Hace una década, dimensionar el alcance del negocio de las suscripciones habría parecido exagerado. Pues antes estas eran vistas como un lujo o un gasto al que solo podían acceder unos pocos.

Eso de pagar mensualmente por escuchar música sin anuncios publicitarios, entretenimiento o servicios digitales adicionales sonaba hasta ostentoso, pero actualmente se volvió parte del gasto cotidiano del ciudadano promedio. Muchos expertos lo califican como una jugada maestra del marketing global, algo así como crearle necesidades al usuario.

Y es que hoy por hoy, un colombiano promedio puede tener entre cinco y ocho suscripciones activas, de acuerdo con estudios. Estas son tan diversas como los gustos de cada una, pues van desde plataformas de ‘streaming’ y música hasta bienestar, almacenamiento en la nube para su teléfono Apple o Android o aplicaciones en su versión premium de redes sociales.

En conjunto, ese ecosistema puede representar entre $ 450.000 y hasta $ 900.000 mensuales, aproximadamente.

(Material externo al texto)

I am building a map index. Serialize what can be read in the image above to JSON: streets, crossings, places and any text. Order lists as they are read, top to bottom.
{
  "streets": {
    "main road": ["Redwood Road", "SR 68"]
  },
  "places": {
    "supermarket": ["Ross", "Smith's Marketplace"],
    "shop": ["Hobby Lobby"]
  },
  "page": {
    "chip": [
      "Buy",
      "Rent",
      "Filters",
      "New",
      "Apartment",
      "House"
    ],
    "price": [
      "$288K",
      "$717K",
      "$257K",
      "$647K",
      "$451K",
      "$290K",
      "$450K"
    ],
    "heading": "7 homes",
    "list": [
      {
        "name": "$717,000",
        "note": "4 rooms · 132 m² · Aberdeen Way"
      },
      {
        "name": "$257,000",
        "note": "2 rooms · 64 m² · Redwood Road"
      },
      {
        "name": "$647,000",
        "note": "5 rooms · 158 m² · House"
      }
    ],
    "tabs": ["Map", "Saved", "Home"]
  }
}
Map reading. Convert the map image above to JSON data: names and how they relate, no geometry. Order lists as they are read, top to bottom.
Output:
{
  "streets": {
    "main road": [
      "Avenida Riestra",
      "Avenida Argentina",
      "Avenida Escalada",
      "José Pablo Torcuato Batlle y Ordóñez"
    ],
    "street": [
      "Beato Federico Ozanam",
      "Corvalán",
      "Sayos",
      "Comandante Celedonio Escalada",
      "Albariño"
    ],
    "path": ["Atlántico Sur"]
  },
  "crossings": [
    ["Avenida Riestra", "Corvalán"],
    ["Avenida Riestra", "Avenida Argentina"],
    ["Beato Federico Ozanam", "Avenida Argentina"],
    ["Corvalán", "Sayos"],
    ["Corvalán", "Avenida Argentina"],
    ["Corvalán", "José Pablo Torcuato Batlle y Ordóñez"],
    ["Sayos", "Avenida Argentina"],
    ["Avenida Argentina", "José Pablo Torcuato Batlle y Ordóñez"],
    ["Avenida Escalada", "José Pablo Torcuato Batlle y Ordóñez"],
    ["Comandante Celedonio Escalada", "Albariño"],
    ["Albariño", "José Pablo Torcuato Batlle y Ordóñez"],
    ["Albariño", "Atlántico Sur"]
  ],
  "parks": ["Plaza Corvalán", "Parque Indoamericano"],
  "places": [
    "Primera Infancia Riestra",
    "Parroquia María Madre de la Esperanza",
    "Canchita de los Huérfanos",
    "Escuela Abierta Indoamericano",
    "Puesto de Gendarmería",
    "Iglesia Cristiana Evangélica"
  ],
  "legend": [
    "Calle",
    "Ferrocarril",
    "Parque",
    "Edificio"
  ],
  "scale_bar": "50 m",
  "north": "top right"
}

La tendencia se traslada perfectamente al plano internacional: un informe de Resubs llamado ‘Estadísticas de gasto en suscripciones (2026): lo que muestran los datos’, basado en diversos estudio evidencia que el modelo de suscripción se ha convertido en un fenómeno global, donde la economía mundial de las suscripciones alcanzó un valor cercano a los 536.000 millones de dólares en 2025 y, según proyecciones, podría escalar hasta los 859.000 millones en 2026. A su vez se anticipa que este mercado estará cerca de rozar el billón de dólares hacia 2028.

Este crecimiento avanza a un ritmo sostenido, con una tasa anual compuesta estimada entre 13 % y 15 %, dependiendo de la fuente y alcance del mercado analizado.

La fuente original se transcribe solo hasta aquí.